The goal of the orders was to limit the amount of time Albertans are spending in large crowds and crowded spaces.
As a bar owner, I was disappointed, although not surprised, to see this announcement.
I had seen closures in other jurisdictions and realized it was only a matter of time for us to follow suit. I was immediately concerned for the financial future of my staff, and of course for my own.
However, the COVID-19 crisis is causing widespread economic hardship and we will just have to ride it out as best as we can, just like everyone else.
Interestingly though, pubs, lounges and other licensed premises that have a minors-allowed license were allowed to stay open, although at a limited capacity.
The distinction between a “minors prohibited” and a “minors allowed” license is that the former is for a premises that has the sale and consumption of liquor as the primary source of business and the latter is for a premises that has the sale and consumption of food as the primary source of business.
If you want to allow minors in your premises you must have food as your primary source of business and you must have a commercial kitchen and a full menu available.
If you want to prohibit minors from your premises then there is no requirement for the commercial kitchen and the full menu, however, a minimum amount of food must still be made available.
It should be noted that only minors prohibited premises are allowed to have VLT machines.
My first reaction is that this isn’t fair.
How can some licensed premises be allowed to stay open and others not? Is a group of people in a minors allowed premises at any less risk of contracting or spreading COVID-19 than a group of people in a minors prohibited premises?
Then I told myself I’m just thinking selfishly.
Maybe we need all the food primary premises to stay open so that everyone can get a sit down meal, even though we’re being told to stay home unless it is essential for us to be out.
In our community over the past two days, most restaurants, including those with liquor licenses, have chosen to close for sit down meals and are only offering take-out or delivery service.
This seems like the right thing to do given the goal of “limiting the amount of time Albertans are spending in crowds or crowded spaces.”
However, just today I became aware that some minors prohibited premises are going to be allowed to re-open very shortly.
There are numerous minors prohibited premises throughout the province that qualify for a minors allowed license because they have a full commercial kitchen and offer a full menu.
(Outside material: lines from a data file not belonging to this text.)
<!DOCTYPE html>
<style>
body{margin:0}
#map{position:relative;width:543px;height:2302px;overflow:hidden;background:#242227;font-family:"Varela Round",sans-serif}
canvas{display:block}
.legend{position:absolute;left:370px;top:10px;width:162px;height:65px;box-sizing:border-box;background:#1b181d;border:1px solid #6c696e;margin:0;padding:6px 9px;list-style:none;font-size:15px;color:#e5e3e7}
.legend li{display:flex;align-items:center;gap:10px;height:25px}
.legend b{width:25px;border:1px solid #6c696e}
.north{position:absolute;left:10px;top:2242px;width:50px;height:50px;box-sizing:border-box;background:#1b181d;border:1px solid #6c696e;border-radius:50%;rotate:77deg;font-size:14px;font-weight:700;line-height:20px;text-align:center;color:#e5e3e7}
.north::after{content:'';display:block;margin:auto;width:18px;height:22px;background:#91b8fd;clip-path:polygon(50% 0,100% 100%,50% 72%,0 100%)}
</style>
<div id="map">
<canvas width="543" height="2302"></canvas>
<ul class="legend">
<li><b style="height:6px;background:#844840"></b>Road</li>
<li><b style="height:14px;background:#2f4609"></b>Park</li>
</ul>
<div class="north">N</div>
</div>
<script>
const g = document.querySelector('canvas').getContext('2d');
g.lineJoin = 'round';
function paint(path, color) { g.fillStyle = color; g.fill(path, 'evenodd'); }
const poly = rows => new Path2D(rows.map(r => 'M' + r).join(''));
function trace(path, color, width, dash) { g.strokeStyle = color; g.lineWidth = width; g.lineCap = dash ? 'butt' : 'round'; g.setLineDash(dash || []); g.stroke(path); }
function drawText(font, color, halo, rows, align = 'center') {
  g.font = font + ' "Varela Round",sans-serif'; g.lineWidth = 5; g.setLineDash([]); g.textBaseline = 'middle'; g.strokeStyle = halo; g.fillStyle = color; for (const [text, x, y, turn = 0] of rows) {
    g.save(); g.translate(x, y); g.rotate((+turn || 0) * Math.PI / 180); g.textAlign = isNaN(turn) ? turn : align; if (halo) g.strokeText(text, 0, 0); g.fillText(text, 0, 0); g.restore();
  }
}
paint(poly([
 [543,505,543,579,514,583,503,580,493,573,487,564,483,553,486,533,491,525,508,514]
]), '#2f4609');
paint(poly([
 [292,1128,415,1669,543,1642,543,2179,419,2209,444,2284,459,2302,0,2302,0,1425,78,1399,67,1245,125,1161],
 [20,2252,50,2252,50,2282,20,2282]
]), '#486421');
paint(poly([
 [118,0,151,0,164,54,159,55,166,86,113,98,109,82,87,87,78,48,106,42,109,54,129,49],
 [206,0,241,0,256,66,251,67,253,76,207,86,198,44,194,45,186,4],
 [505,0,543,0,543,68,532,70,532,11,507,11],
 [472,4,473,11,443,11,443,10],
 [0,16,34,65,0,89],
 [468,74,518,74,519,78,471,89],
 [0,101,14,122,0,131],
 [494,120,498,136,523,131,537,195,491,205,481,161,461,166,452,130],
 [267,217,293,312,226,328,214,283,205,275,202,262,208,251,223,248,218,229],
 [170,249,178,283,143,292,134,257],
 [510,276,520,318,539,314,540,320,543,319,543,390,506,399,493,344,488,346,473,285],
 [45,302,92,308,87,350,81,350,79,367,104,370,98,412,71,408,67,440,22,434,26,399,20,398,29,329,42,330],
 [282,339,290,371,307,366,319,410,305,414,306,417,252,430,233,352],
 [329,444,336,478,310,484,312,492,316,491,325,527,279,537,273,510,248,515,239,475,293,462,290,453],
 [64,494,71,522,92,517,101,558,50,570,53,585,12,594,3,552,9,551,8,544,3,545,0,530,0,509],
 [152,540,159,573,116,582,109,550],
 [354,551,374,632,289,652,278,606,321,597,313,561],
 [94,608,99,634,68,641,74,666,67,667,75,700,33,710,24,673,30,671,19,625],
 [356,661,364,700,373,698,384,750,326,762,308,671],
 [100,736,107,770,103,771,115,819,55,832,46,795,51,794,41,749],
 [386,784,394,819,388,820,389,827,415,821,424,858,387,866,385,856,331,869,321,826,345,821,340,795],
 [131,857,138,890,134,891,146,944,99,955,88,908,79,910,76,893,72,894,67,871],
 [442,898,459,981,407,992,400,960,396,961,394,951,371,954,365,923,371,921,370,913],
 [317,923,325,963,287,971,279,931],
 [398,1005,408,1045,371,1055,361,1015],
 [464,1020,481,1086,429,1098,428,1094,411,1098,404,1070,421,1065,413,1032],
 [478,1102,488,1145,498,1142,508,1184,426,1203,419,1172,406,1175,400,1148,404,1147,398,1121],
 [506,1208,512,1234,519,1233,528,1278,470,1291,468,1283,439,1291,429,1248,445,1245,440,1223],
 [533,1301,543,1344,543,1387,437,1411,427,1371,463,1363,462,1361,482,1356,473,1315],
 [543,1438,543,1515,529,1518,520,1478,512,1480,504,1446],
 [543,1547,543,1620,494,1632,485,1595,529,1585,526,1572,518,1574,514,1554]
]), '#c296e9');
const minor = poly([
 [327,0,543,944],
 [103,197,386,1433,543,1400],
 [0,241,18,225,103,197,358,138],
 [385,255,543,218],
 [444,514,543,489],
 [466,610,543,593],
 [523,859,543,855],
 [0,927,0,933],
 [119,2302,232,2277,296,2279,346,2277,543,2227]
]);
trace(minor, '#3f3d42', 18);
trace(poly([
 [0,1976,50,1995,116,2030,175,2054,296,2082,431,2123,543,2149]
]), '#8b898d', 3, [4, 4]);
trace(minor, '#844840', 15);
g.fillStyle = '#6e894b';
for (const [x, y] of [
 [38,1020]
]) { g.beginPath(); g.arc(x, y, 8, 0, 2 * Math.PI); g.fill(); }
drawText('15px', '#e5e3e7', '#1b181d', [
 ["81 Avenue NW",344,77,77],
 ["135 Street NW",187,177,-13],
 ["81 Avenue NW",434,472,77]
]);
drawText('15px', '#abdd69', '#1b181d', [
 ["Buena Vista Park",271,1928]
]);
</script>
Even though they would be eligible for the minors allowed license they have chosen to operate under the minors prohibited license.
Presumably, they’ve chosen this because their operations aren’t appropriate for minors and/or they wanted the option of having VLT machines.
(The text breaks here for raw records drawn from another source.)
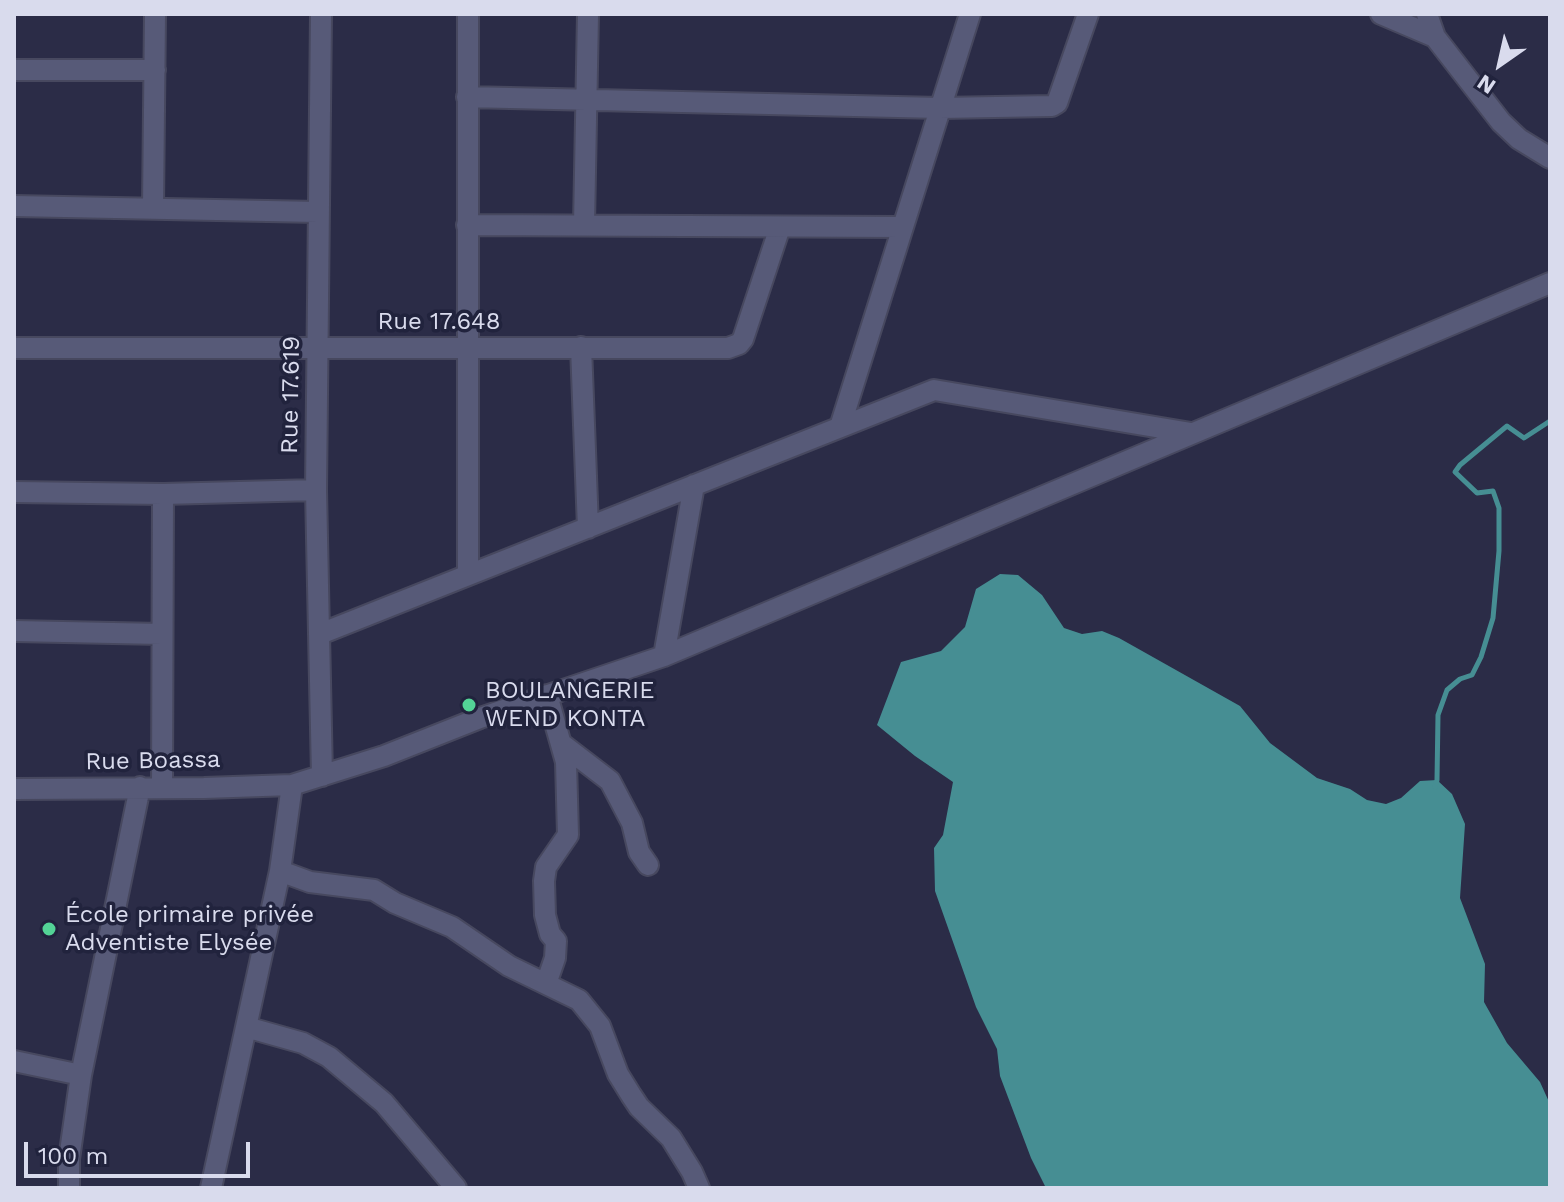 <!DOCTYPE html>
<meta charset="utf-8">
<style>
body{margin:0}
#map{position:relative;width:1564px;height:1202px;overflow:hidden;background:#2b2c47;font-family:"Work Sans",sans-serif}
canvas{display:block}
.frame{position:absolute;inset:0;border:16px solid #d9dbed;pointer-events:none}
.north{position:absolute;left:1460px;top:24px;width:80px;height:80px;-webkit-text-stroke:6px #21233d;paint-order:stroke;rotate:214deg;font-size:22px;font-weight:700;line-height:32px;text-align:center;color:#d9dbed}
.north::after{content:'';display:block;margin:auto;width:28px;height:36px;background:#d9dbed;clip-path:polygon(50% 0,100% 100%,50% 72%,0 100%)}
.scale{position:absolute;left:24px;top:1142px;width:226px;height:36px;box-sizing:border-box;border:4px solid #d9dbed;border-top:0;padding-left:10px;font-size:24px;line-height:28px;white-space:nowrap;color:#d9dbed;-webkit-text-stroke:6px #21233d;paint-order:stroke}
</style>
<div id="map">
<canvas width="1564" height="1202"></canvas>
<div class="frame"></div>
<div class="north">N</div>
<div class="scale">100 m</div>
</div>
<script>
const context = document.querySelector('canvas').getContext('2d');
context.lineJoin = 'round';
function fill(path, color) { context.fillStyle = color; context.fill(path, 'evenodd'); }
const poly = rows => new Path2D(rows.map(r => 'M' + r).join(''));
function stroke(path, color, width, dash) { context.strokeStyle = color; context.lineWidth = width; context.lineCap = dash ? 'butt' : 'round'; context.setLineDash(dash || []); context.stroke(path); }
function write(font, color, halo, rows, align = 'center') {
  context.font = font + ' "Work Sans",sans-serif'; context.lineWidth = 7; context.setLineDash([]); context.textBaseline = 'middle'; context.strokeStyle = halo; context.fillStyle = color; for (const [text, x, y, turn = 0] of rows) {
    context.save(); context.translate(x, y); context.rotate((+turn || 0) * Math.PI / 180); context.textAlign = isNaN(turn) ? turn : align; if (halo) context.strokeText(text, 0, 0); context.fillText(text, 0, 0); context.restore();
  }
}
fill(poly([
 [1000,574,1018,575,1042,595,1064,628,1082,634,1102,631,1119,638,1240,706,1270,743,1317,778,1350,789,1367,800,1386,804,1401,798,1420,781,1437,780,1452,794,1465,824,1460,898,1485,964,1484,1002,1507,1043,1540,1082,1550,1104,1550,1188,1046,1188,1031,1158,1000,1076,997,1049,976,1007,935,891,934,848,943,835,953,782,915,756,877,725,901,662,941,651,965,627,976,589]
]), '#468e93');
stroke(poly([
 [1435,787,1437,780,1438,715,1447,690,1460,679,1472,675,1481,657,1493,618,1499,551,1499,508,1493,491,1477,493,1455,472,1460,465,1507,426,1524,438,1550,421]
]), '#468e93', 5);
const minor = poly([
 [321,14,316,490,322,776],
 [468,14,468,575],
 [1381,14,1435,37,1501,122,1519,139,1550,158],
 [1427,14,1435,37],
 [14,70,155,70],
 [467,97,940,108,1052,106,1057,103,1088,14],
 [14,206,318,212],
 [153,207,155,14],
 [467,225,903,227],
 [584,225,588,14],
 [581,347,588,528],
 [14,348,728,348,739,344,743,339,780,227],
 [840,427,970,14],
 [14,492,163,494,316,490],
 [14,631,162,634],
 [320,634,934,390,1191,433],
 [664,656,694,485],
 [563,745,610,781,632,823,639,852,648,865],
 [162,788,163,494],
 [14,789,204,788,292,785,384,756,480,718,664,656,1550,283],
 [280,871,310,882,374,890,395,903,452,927,509,966,579,1000,600,1026,618,1074,631,1095,639,1107,671,1138,692,1172,699,1188],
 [546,984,555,958,556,941,550,934,545,915,544,881,546,867,568,835,566,762,547,695],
 [246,1027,303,1043,329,1057,384,1103,456,1188],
 [14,1061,81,1075],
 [69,1188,69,1159,81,1075,140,787],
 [211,1188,280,871,292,785]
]);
stroke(minor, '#47485f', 24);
stroke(minor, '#575a78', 20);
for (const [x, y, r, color] of [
 [469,705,8,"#53d396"],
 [49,929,8,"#53d396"]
]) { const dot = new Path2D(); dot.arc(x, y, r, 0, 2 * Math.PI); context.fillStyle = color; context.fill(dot); stroke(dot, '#21233d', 3); }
write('24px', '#d9dbed', '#21233d', [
 ["Rue 17.648",439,322],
 ["Rue 17.619",291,395,-89],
 ["Rue Boassa",153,761,-1]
]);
write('24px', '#d9dbed', '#21233d', [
 ["BOULANGERIE",485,691],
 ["WEND KONTA",485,719],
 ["École primaire privée",65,915],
 ["Adventiste Elysée",65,943]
], 'left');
</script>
Regardless of their previous style of operation, these premises are now being allowed to change their liquor licenses to minors allowed, thus allowing them to re-open.
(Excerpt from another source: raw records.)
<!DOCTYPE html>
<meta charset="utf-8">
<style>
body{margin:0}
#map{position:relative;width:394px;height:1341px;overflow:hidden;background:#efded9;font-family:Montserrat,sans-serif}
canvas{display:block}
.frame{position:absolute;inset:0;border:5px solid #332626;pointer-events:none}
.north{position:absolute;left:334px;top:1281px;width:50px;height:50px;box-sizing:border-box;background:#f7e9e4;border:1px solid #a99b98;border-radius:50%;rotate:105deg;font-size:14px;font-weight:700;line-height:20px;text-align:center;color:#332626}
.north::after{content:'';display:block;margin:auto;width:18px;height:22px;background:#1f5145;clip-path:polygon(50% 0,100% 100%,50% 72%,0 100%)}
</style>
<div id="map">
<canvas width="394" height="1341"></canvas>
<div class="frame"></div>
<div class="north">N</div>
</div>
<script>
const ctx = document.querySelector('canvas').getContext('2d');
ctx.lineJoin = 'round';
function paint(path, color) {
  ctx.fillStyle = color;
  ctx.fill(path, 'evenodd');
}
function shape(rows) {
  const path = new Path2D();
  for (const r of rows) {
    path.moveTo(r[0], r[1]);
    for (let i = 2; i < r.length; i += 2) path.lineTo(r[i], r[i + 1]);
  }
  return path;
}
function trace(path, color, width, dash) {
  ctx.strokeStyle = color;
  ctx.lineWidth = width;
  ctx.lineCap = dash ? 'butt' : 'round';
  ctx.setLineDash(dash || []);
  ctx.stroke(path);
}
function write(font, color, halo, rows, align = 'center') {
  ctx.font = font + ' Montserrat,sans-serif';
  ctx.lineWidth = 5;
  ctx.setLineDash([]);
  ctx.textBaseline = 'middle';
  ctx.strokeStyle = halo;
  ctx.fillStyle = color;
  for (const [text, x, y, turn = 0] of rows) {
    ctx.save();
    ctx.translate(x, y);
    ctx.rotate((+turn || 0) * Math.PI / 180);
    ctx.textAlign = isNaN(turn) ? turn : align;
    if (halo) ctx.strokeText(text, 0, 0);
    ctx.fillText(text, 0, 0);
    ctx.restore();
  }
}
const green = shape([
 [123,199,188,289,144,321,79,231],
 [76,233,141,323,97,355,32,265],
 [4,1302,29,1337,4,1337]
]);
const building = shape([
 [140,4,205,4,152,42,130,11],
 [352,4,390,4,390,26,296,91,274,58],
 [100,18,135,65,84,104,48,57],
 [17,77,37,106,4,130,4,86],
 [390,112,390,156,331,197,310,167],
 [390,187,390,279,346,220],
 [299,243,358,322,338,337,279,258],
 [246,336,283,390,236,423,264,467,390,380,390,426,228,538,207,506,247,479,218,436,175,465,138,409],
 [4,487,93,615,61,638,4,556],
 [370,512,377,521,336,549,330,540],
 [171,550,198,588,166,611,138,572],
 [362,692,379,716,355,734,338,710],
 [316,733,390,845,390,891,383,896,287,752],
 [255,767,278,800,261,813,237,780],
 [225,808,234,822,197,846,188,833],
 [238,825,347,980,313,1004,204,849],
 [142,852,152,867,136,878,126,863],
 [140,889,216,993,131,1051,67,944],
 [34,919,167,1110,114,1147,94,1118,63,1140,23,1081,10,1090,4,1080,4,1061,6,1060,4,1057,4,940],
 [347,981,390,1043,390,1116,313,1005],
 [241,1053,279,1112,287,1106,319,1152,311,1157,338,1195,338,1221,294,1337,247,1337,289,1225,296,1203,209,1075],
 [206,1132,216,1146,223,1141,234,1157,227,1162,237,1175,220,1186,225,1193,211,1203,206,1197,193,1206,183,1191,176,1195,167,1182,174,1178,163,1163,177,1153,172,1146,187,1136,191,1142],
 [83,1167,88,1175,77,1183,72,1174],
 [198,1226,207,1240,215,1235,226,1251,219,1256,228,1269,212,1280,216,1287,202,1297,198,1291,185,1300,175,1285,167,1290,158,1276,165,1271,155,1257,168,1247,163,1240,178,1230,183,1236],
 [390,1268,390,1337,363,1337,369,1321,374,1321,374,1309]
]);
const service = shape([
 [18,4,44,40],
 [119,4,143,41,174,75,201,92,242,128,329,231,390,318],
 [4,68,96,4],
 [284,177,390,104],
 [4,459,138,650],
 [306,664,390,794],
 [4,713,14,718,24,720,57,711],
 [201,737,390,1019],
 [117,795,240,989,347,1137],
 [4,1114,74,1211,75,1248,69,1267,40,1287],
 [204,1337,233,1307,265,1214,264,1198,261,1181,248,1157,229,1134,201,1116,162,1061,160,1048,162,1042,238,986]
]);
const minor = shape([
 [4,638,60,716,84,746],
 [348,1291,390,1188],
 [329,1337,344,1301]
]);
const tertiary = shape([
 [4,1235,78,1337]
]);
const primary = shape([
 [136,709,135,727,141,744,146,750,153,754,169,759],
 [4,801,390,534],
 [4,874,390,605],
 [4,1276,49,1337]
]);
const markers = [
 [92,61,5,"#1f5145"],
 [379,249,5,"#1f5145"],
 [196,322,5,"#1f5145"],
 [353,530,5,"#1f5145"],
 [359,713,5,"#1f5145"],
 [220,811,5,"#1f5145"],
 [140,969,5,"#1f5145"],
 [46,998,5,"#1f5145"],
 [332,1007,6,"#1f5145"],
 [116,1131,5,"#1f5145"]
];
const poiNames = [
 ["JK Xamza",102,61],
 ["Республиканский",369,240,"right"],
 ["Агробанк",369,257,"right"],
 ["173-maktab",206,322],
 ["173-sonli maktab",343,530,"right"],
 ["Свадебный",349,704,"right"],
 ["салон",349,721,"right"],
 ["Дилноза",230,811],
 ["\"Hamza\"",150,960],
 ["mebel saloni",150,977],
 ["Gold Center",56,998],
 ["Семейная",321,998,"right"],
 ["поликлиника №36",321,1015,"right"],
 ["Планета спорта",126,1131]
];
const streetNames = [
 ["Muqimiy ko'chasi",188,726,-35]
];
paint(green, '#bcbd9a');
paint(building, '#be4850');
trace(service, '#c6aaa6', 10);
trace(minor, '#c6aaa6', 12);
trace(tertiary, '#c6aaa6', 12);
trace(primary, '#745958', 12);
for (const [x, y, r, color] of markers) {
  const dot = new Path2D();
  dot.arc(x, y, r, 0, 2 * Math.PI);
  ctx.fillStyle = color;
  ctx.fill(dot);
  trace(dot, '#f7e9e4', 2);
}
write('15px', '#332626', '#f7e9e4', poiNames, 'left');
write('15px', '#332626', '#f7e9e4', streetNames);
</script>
I’m having a hard time understanding the province’s motivation here.
I could argue that closing only premises with minors prohibited licenses was unfair in the first place and now allowing some of those premises to change their license in order to reopen is even more unfair.
But, again, that would be selfish of me.
My greater concern is how the province can tell us how important it is to self-isolate and practice social distancing but then allow premises that have been operating as bars and nightclubs to simply say that they don’t operate that way anymore and allow them to reopen.